Ihre Familie Graf Hoyos

Schloss Horn

Die Geschichte

Eine Reise durch Zeit und Tradition.

Mitte des 12. Jahrhunderts gründeten Nachfolger jenes um 1050 genannten bayerischen Grafen Gerold, der als Stifter der Horner St. Stephanskirche angesehen wird, am Zusammenfluss von Taffa und Mödringbach eine gut befestigte neue Siedlung.
Unter Einbeziehung des südöstlichen Eckturmes der Wehrmauer entstand hier, also in der Südostecke der Befestigungsanlage, noch im 12. Jahrhundert eine zweitürmige Burg: neben dem Südost-Turm (nachmals als „Diebsturm“ bezeichnet) verstärkte auch noch ein Turm im Nordwesten (der sogenannte „Mäuseturm, eingestürzt im 19. Jahrhundert) die Horner Burg.
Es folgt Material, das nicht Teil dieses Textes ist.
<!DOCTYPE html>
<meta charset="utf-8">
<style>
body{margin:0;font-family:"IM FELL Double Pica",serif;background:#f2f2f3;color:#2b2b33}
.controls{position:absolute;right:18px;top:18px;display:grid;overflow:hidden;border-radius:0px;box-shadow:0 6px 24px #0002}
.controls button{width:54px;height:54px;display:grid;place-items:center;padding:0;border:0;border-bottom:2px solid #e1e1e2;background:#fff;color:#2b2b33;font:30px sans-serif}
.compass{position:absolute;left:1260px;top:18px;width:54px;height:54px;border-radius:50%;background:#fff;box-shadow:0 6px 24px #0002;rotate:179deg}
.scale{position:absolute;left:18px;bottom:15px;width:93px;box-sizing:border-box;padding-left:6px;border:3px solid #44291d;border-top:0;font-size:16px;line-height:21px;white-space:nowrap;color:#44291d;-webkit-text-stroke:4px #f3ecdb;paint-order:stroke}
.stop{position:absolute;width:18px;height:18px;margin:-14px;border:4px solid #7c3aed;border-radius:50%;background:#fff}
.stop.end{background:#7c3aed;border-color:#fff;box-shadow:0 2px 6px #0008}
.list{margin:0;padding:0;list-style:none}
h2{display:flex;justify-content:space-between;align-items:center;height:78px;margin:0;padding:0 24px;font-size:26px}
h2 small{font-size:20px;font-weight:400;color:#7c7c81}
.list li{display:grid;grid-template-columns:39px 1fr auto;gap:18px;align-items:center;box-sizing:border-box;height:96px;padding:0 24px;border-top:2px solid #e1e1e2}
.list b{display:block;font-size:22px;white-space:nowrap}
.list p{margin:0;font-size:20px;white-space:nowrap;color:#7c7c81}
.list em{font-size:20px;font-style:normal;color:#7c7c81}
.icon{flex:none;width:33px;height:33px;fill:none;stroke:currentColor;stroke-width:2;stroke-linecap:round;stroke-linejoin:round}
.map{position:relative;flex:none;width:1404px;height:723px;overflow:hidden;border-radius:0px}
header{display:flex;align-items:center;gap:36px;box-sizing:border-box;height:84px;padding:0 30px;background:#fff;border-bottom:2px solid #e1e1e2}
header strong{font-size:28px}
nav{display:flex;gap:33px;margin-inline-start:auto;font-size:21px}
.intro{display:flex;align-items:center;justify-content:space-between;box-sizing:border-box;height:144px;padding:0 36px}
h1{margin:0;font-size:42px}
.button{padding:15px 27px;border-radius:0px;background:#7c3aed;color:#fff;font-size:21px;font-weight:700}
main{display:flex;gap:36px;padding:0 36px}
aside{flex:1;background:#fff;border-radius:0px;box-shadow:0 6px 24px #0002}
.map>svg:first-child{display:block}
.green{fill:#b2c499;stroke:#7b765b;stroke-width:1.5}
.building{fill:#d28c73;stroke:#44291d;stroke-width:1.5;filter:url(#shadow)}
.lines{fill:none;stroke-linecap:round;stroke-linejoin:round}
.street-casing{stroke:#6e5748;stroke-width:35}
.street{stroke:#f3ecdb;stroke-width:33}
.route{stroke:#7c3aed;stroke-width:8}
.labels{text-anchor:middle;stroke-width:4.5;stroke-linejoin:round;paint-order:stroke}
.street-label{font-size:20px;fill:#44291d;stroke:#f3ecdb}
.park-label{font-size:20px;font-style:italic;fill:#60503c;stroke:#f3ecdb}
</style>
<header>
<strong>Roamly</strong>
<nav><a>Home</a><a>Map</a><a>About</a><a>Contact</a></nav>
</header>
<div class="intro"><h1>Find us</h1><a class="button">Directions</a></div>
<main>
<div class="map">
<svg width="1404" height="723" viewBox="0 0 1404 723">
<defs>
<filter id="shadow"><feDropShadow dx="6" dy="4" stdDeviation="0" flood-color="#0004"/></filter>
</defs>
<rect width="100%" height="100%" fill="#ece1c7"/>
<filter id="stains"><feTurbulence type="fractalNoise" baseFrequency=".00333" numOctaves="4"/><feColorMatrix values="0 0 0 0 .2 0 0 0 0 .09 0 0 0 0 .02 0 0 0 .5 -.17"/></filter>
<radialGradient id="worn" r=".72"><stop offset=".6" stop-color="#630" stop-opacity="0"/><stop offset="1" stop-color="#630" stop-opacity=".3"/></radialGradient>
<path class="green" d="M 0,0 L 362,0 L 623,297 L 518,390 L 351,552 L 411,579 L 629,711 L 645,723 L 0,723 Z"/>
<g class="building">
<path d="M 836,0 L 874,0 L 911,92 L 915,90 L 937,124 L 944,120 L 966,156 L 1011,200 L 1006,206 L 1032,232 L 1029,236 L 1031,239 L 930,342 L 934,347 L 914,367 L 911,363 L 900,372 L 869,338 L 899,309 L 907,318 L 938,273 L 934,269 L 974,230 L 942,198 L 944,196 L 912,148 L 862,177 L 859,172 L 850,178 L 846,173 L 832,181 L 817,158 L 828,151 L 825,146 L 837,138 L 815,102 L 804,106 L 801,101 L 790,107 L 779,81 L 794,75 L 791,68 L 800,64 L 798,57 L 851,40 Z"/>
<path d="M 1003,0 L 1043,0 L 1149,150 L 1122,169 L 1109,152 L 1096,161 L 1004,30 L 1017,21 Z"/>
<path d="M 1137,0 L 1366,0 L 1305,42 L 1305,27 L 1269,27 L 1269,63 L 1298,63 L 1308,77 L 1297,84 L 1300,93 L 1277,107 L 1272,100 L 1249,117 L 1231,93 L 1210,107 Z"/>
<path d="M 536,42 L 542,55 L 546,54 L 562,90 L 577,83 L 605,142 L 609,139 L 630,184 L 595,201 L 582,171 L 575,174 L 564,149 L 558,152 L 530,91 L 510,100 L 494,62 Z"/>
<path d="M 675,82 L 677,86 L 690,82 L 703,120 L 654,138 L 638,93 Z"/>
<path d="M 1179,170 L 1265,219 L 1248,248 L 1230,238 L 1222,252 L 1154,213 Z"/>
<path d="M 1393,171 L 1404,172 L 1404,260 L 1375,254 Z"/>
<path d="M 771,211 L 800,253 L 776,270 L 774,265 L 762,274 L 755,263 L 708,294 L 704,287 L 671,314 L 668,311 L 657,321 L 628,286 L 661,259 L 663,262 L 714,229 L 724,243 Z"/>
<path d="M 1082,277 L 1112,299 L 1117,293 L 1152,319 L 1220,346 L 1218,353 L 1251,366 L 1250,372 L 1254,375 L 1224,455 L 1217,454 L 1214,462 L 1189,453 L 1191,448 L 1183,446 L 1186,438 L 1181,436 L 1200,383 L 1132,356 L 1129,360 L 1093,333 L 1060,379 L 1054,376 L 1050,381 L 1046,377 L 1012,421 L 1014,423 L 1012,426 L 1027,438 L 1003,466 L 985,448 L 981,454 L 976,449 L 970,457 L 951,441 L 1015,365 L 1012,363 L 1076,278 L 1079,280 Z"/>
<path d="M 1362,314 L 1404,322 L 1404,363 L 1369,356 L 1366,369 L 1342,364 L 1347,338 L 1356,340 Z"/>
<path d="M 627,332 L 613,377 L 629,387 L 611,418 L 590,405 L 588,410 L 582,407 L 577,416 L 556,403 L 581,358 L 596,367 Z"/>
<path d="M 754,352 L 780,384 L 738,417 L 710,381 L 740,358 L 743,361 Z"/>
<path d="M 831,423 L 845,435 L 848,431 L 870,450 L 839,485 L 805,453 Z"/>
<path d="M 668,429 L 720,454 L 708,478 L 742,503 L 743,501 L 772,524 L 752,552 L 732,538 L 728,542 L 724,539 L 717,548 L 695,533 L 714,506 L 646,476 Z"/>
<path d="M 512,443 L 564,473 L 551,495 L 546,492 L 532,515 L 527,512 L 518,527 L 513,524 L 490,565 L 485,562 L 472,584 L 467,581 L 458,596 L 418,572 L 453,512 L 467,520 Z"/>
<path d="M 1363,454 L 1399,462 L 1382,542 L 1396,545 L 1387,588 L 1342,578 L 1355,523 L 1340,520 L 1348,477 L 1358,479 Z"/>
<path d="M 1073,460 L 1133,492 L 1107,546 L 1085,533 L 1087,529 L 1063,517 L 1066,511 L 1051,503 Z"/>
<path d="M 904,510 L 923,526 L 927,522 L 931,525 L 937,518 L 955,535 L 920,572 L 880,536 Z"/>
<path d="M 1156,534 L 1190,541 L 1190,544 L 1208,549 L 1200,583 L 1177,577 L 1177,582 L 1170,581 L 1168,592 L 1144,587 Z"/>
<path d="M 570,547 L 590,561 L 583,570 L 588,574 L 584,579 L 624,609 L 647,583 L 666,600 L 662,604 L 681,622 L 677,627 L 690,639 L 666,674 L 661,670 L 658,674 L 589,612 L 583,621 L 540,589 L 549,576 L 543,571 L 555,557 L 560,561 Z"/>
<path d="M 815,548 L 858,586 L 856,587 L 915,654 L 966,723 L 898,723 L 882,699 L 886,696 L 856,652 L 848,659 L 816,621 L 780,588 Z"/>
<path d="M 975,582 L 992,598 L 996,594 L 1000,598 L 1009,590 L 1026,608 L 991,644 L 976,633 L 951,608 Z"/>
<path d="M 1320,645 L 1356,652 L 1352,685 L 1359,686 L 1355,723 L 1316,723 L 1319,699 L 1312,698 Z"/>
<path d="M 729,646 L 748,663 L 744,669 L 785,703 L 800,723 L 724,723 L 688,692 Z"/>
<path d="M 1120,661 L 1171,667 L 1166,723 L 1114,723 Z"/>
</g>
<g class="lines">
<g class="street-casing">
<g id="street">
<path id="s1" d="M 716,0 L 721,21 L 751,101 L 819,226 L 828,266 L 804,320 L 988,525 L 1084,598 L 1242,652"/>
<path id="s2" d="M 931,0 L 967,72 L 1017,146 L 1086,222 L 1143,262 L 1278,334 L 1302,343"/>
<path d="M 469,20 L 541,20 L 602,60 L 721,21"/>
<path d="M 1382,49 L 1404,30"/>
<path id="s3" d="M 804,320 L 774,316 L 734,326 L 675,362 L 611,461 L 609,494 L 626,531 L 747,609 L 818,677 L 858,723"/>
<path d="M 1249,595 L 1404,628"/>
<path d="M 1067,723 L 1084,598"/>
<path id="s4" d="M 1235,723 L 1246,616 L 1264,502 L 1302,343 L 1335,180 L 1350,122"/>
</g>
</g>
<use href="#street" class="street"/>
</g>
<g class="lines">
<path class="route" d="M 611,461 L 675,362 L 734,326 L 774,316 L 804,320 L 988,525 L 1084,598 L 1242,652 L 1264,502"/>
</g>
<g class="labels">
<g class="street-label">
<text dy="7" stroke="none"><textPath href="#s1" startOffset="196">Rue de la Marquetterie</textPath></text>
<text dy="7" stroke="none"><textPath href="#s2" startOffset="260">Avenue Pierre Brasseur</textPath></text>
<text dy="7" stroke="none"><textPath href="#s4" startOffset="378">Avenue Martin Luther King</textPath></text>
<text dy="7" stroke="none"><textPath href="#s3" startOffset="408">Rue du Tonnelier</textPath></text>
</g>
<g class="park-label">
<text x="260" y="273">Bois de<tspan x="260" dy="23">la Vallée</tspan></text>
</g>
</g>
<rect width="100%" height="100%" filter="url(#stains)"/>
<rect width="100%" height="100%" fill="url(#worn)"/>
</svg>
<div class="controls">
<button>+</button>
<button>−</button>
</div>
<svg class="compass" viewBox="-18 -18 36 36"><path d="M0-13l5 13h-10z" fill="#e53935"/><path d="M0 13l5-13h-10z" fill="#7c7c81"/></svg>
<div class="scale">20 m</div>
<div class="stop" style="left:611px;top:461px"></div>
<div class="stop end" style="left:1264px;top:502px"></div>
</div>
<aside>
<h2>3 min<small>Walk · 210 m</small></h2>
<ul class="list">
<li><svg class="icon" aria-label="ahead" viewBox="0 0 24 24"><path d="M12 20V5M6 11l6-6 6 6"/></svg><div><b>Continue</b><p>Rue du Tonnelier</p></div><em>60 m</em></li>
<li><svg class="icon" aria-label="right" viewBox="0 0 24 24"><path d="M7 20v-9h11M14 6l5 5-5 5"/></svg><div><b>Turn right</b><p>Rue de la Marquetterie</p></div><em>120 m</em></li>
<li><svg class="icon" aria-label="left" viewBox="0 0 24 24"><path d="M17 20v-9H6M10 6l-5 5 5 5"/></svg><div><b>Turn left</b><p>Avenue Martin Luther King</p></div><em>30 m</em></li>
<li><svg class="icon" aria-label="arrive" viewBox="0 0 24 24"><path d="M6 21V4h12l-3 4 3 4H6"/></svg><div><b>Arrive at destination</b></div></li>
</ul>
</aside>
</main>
Diese Festung war von dem bayerischen Grafengeschlecht Poigen-Rebgau – in dessen Einflussbereich Horn lag – an verlässliche Gefolgsleute, u. zw. an die Ritter Rietenburg, übergeben worden. Nach dem Aussterben der Grafen von Poigen und auch ihrer letzten Nachkommen (der Grafen Wildberg) zu Beginn des 13. Jahrhunderts, fiel die Burgstadt Horn um 1210 an den Babenberger Herzog Leopold VI. Dieser verlieh sie umgehend weiter, u. zw. an die bayerischen Nordgaugrafen von Vohburg.

 

Nach Mitte des 13. Jahrhunderts gelangten Burg und Stadt Horn als landesfürstliches Lehen an die Herren von Maissau. Auf sie geht vermutlich der Bau einer 1347 und dann noch einmal 1356 urkundlich genannten Kapelle zurück, die sich im Westtrakt der Burg befunden hat und dem hl. Pankratius geweiht gewesen war. Im Jahre 1440 sind die Herren von Maissau ausgestorben.